EXERCISE BRIEF: What are the lines from the top of the entries below through the line containing "position:absolute; inset:0; border:3px"? Return them exactly, both ends included, without the pictures.
** Opening SUPPLIED DATA block **
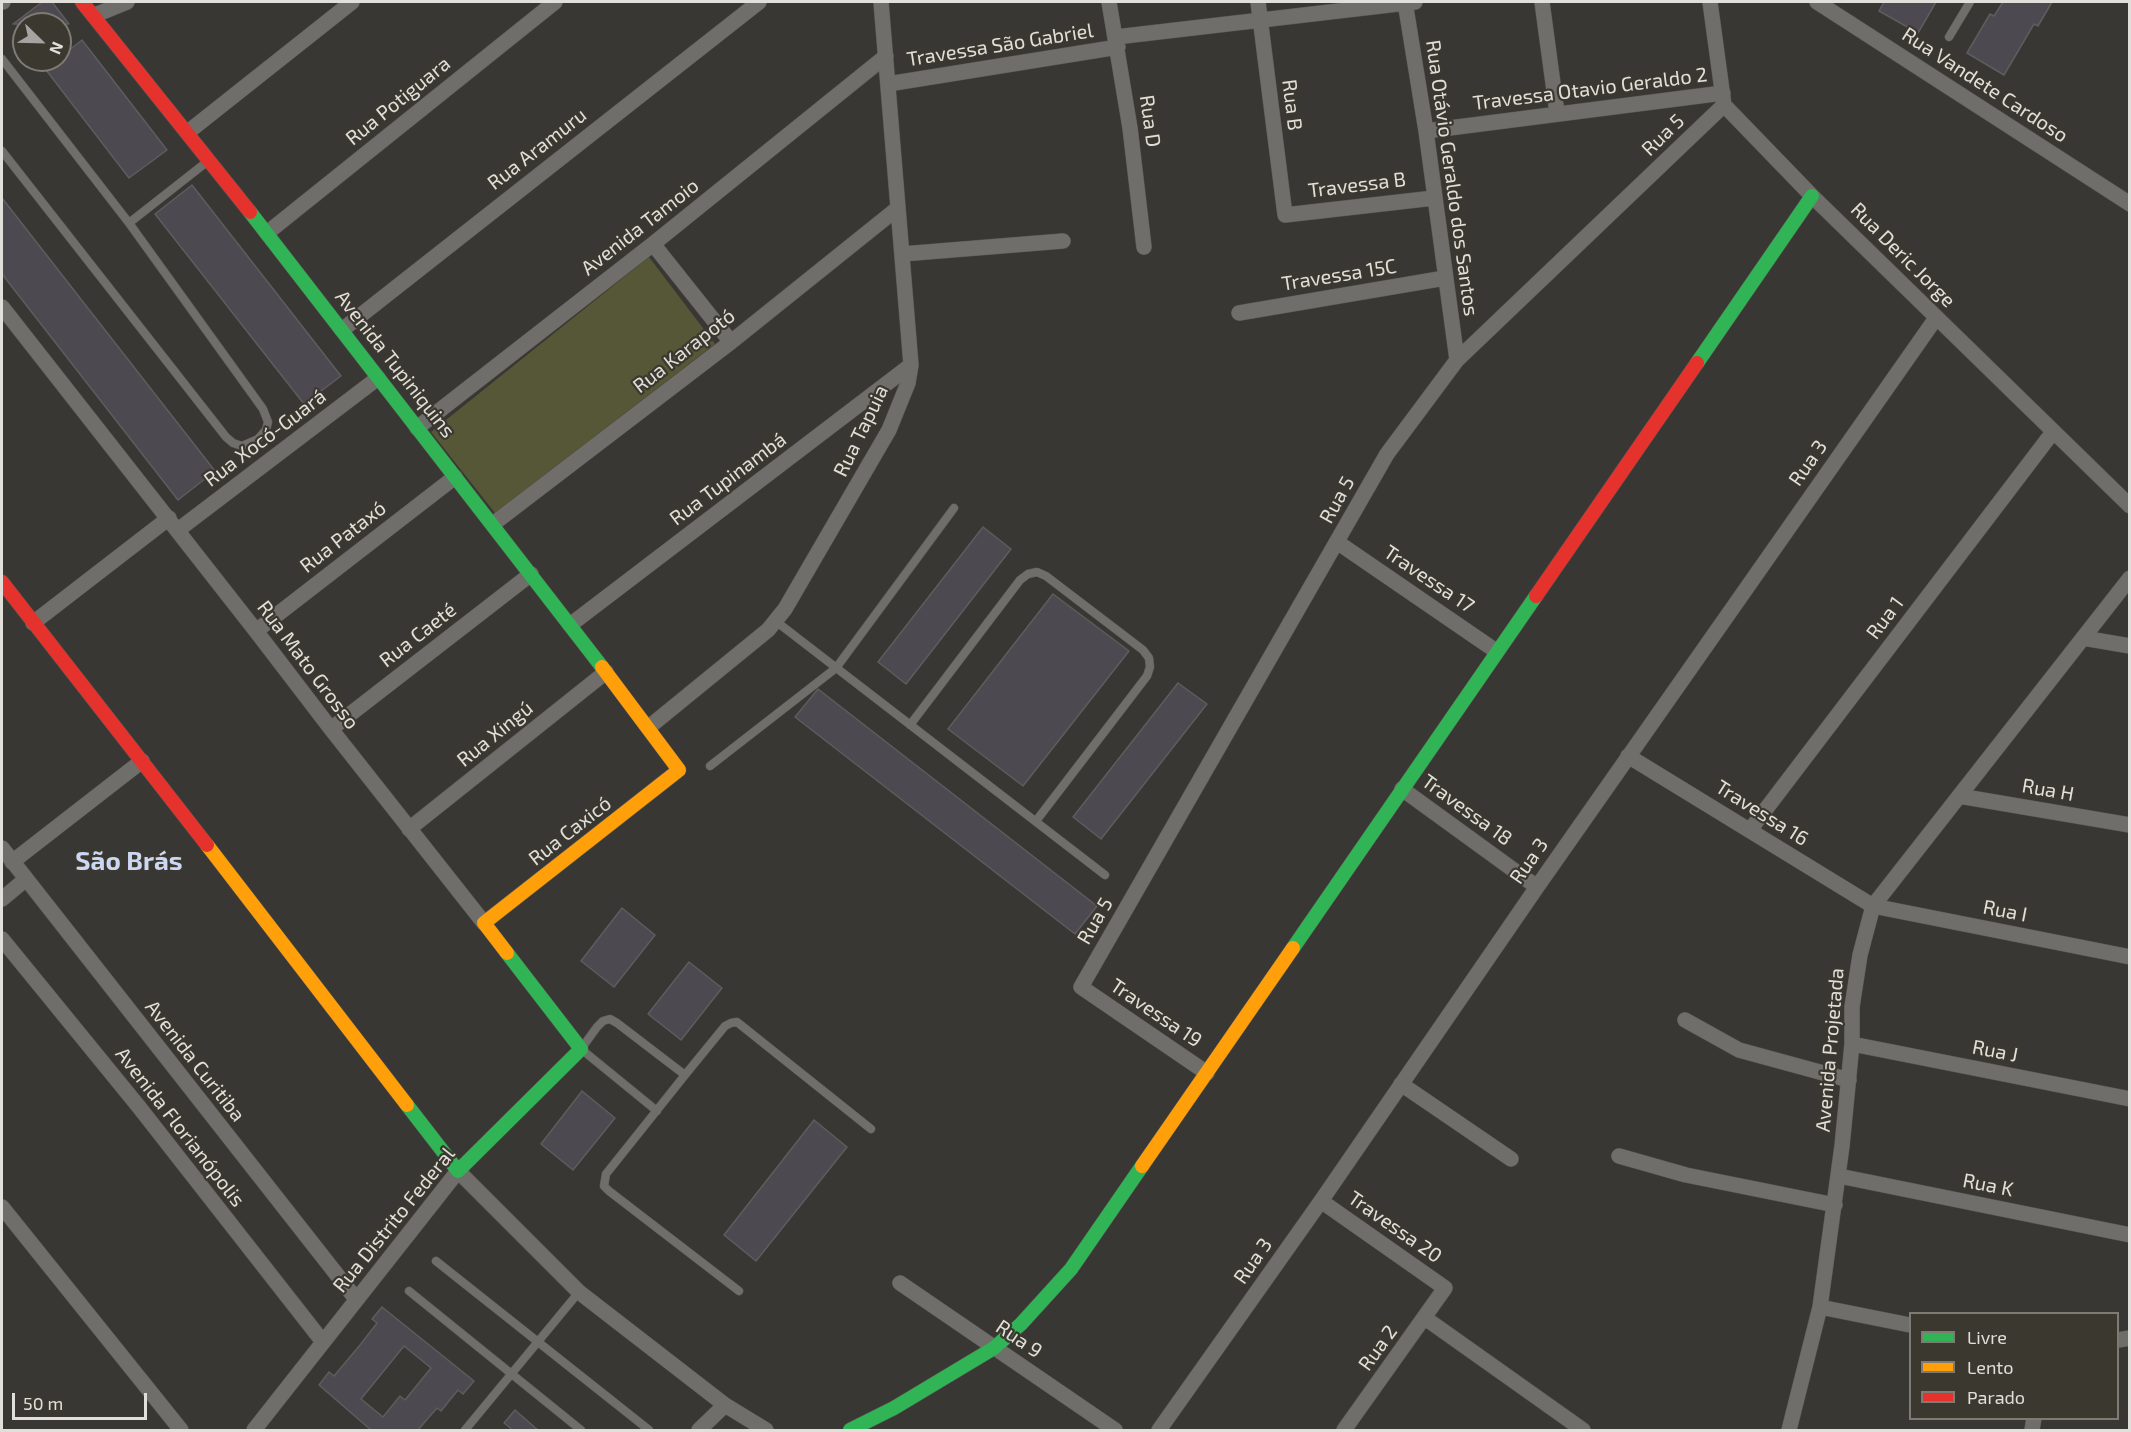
<!DOCTYPE html>
<html>
<head>
<meta charset="utf-8">
<style>
  body { margin:0 }
  #map { position:relative; width:2131px; height:1432px; overflow:hidden; background:#383733; font-family:"Exo 2",sans-serif }
  canvas { display:block }
  .frame { position:absolute; inset:0; border:3px solid #e1dfda; pointer-events:none }
  .legend { position:absolute; left:1909px; top:1312px; width:210px; height:108px; box-sizing:border-box; background:#3b3830; border:2px solid #7d7b74; margin:0; padding:8px 10px; list-style:none; font-size:18px; color:#e1dfda }
  .legend li { display:flex; align-items:center; gap:12px; height:30px }
  .legend b { width:30px; border:2px solid #7d7b74 }
  .north { position:absolute; left:12px; top:12px; width:60px; height:60px; box-sizing:border-box; background:#3b3830; border:2px solid #7d7b74; border-radius:50%; rotate:113deg; font-size:16px; font-weight:700; line-height:24px; text-align:center; color:#e1dfda }
  .north::after { content:''; display:block; margin:auto; width:21px; height:27px; background:#a6a4a0; clip-path:polygon(50% 0,100% 100%,50% 72%,0 100%) }
  .scale { position:absolute; left:12px; top:1393px; width:135px; height:27px; box-sizing:border-box; border:3px solid #e1dfda; border-top:0; padding-left:8px; font-size:18px; line-height:21px; white-space:nowrap; color:#e1dfda; -webkit-text-stroke:4px #3b3830; paint-order:stroke }
</style>
</head>
<body>
<div id="map">
<canvas width="2131" height="1432"></canvas>
<div class="frame"></div>
<ul class="legend">
<li><b style="height:8px;background:#30b455"></b>Livre</li>
<li><b style="height:8px;background:#ff9f0a"></b>Lento</li>
<li><b style="height:8px;background:#e5322d"></b>Parado</li>
</ul>
<div class="north">N</div>
<div class="scale">50 m</div>
</div>
<script>
const g = document.querySelector('canvas').getContext('2d');
g.lineJoin = 'round';
function fill(path, color) { g.fillStyle = color; g.fill(path, 'evenodd'); }
const toPath = rows => new Path2D(rows.map(r => 'M' + r).join(''));
function strokePath(path, color, width, dash) { g.strokeStyle = color; g.lineWidth = width; g.lineCap = dash ? 'butt' : 'round'; g.setLineDash(dash || []); g.stroke(path); }
function write(font, color, halo, rows, align = 'center') {
  g.font = font + ' "Exo 2",sans-serif'; g.lineWidth = 4.5; g.setLineDash([]); g.textBaseline = 'middle'; g.strokeStyle = halo; g.fillStyle = color; for (const [text, x, y, turn = 0] of rows) {
    g.save(); g.translate(x, y); g.rotate((+turn || 0) * Math.PI / 180); g.textAlign = isNaN(turn) ? turn : align; if (halo) g.strokeText(text, 0, 0); g.fillText(text, 0, 0); g.restore();
  }
}
fill(toPath([
  [649,257,715,344,495,513,431,432]
]), '#555736');
const building = toPath([
  [42,2,52,2,69,24,13,24,42,2],
  [1884,2,1936,2,1918,33,1879,11,1884,2],
  [2003,2,2052,2,2038,26,2034,24,2004,75,1967,53,1990,14,1994,16,2003,2],
  [82,40,167,150,129,178,43,66,51,60,60,60,60,57,82,40],
  [192,185,341,376,304,404,155,214,192,185],
  [2,198,215,471,178,500,2,274,2,198],
  [983,527,1011,549,906,684,878,662,983,527],
  [1053,594,1129,651,1023,786,948,729,1053,594],
  [1178,683,1207,704,1101,839,1073,817,1178,683],
  [818,689,1097,906,1075,934,795,717,818,689],
  [622,908,655,935,614,987,581,961,622,908],
  [689,962,722,988,681,1040,648,1014,689,962],
  [582,1091,615,1118,573,1170,541,1144,582,1091],
  [814,1120,847,1147,756,1261,724,1235,814,1120],
  [382,1307,474,1381,463,1394,458,1390,441,1411,437,1408,417,1431,372,1431,319,1385,329,1372,334,1376,360,1345,377,1323,372,1319,382,1307],
  [404,1346,431,1368,405,1400,400,1396,383,1417,361,1399,404,1346],
  [515,1410,539,1431,514,1431,504,1423,515,1410]
]);
fill(building, '#4d4950');
strokePath(building, '#5e5d5d', 1.5);
const lane = toPath([
  [1949,37,1970,2],
  [2,59,129,223,263,409,268,422,266,430,258,439,242,446,233,443,226,437,2,151],
  [129,223,208,161],
  [782,626,1105,875],
  [910,725,1020,580,1028,574,1037,572,1046,576,1143,650,1149,658,1150,667,1147,676,1036,821],
  [710,766,836,668,954,508],
  [657,1111,581,1049,597,1027,603,1021,610,1019,617,1023,685,1075],
  [436,1261,649,1430],
  [409,1291,581,1430],
  [739,1291,609,1191,604,1186,606,1174,685,1075,725,1026,731,1023,737,1022,871,1129],
  [465,1430,579,1292]
]);
const street = toPath([
  [2,2,3,2],
  [1109,2,1130,128,1144,247],
  [1258,2,1285,215,1434,198],
  [1405,2,1426,131,1457,360],
  [1542,2,1557,113],
  [1710,2,1724,105,1812,196,2130,506],
  [1817,2,2130,204],
  [95,15,127,2],
  [1116,37,1415,2],
  [888,84,1118,47],
  [1426,131,1723,93],
  [188,132,352,2],
  [267,233,555,2],
  [653,244,731,342],
  [902,254,1063,241],
  [2,307,256,631,331,729,484,923],
  [1239,313,1445,278],
  [342,330,759,2],
  [417,428,653,244,886,56],
  [493,524,731,342,898,208],
  [178,530,378,378],
  [1337,542,1496,651],
  [33,623,169,518],
  [570,625,911,365],
  [256,631,455,477],
  [2083,638,2130,646],
  [649,727,768,630,785,609,889,430,908,383,911,365,881,2],
  [331,729,531,574],
  [1628,756,1873,906,2130,957],
  [1402,789,1537,887],
  [1959,796,2130,825],
  [409,829,606,672],
  [1750,830,2053,432],
  [2,848,356,1299],
  [12,862,142,761],
  [2,899,26,879],
  [2,939,139,1107,323,1342],
  [1685,1020,1739,1050,1849,1080],
  [1852,1044,2130,1099],
  [1207,1073,1081,987,1387,454,1457,360,1724,105],
  [1401,1084,1511,1159],
  [1619,1156,1686,1175,1835,1205],
  [1839,1176,2130,1235],
  [1321,1201,1445,1288,1344,1430],
  [2,1207,181,1430],
  [900,1283,1115,1430],
  [1820,1307,1910,1325],
  [1425,1318,1583,1430],
  [2118,1340,2130,1338],
  [254,1430,458,1171,579,1292,725,1405,766,1430],
  [699,1430,725,1405],
  [1159,1430,1321,1201,1537,887,1936,318],
  [1789,1430,1820,1307,1842,1146,1852,1044,1852,1007,1860,955,1873,906,2130,578],
  [2032,1430,2034,1418]
]);
const fast = toPath([
  [250,212,602,667],
  [1697,363,1812,196],
  [1293,948,1536,596],
  [407,1105,458,1171,581,1049,507,953],
  [850,1430,894,1408,994,1348,1021,1324,1071,1269,1142,1166]
]);
const slow = toPath([
  [207,845,407,1105],
  [507,953,484,923,679,770,602,667],
  [1142,1166,1293,948]
]);
const jam = toPath([
  [82,2,250,212],
  [2,582,207,845],
  [1536,596,1697,363]
]);
strokePath(lane, '#565551', 9);
strokePath(street, '#565551', 16);
strokePath(fast, '#565551', 15);
strokePath(slow, '#565551', 15);
strokePath(jam, '#565551', 15);
strokePath(lane, '#6f6e6a', 8);
strokePath(street, '#6f6e6a', 15);
strokePath(fast, '#30b455', 14);
strokePath(slow, '#ff9f0a', 14);
strokePath(jam, '#e5322d', 14);
write('20px', '#e1dfda', '#3b3830', [
  ["Travessa São Gabriel",1000,45,-9],
  ["Rua Vandete Cardoso",1985,85,33],
  ["Travessa Otavio Geraldo 2",1590,89,-7],
  ["Rua Potiguara",398,101,-39],
  ["Rua B",1292,105,83],
  ["Rua D",1150,121,82],
  ["Rua 5",1663,135,-44],
  ["Rua Aramuru",537,149,-38],
  ["Rua Otávio Geraldo dos Santos",1452,178,82],
  ["Travessa B",1357,185,-7],
  ["Avenida Tamoio",640,227,-38],
  ["Rua Deric Jorge",1903,255,45],
  ["Travessa 15C",1339,275,-9],
  ["Rua Karapotó",684,351,-38],
  ["Avenida Tupiniquins",395,364,52],
  ["Rua Tapuia",861,431,-64],
  ["Rua Xocó-Guará",265,438,-37],
  ["Rua 3",1808,463,-55],
  ["Rua Tupinambá",728,479,-37],
  ["Rua 5",1337,500,-61],
  ["Rua Pataxó",343,537,-38],
  ["Travessa 17",1429,579,34],
  ["Rua 1",1885,618,-53],
  ["Rua Caeté",418,635,-38],
  ["Rua Mato Grosso",308,665,53],
  ["Rua Xingú",495,734,-39],
  ["Rua H",2048,790,10],
  ["Travessa 18",1467,810,36],
  ["Travessa 16",1762,813,32],
  ["Rua Caxicó",570,831,-38],
  ["Rua 3",1529,861,-55],
  ["Rua I",2005,911,11],
  ["Rua 5",1095,921,-60],
  ["Travessa 19",1156,1013,34],
  ["Avenida Projetada",1830,1050,-85],
  ["Rua J",1995,1051,11],
  ["Avenida Curitiba",195,1061,52],
  ["Avenida Florianópolis",180,1127,52],
  ["Rua K",1988,1185,11],
  ["Rua Distrito Federal",394,1220,-51],
  ["Travessa 20",1395,1227,35],
  ["Rua 3",1253,1261,-55],
  ["Rua 9",1019,1339,34],
  ["Rua 2",1378,1348,-54]
]);
write('bold 26px', '#ccd7f3', '#3b3830', [
  ["São Brás",129,861]
]);
</script>
</body>
</html>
** Closing SUPPLIED DATA block **
RESULT OF THE EXERCISE:
<!DOCTYPE html>
<html>
<head>
<meta charset="utf-8">
<style>
  body { margin:0 }
  #map { position:relative; width:2131px; height:1432px; overflow:hidden; background:#383733; font-family:"Exo 2",sans-serif }
  canvas { display:block }
  .frame { position:absolute; inset:0; border:3px solid #e1dfda; pointer-events:none }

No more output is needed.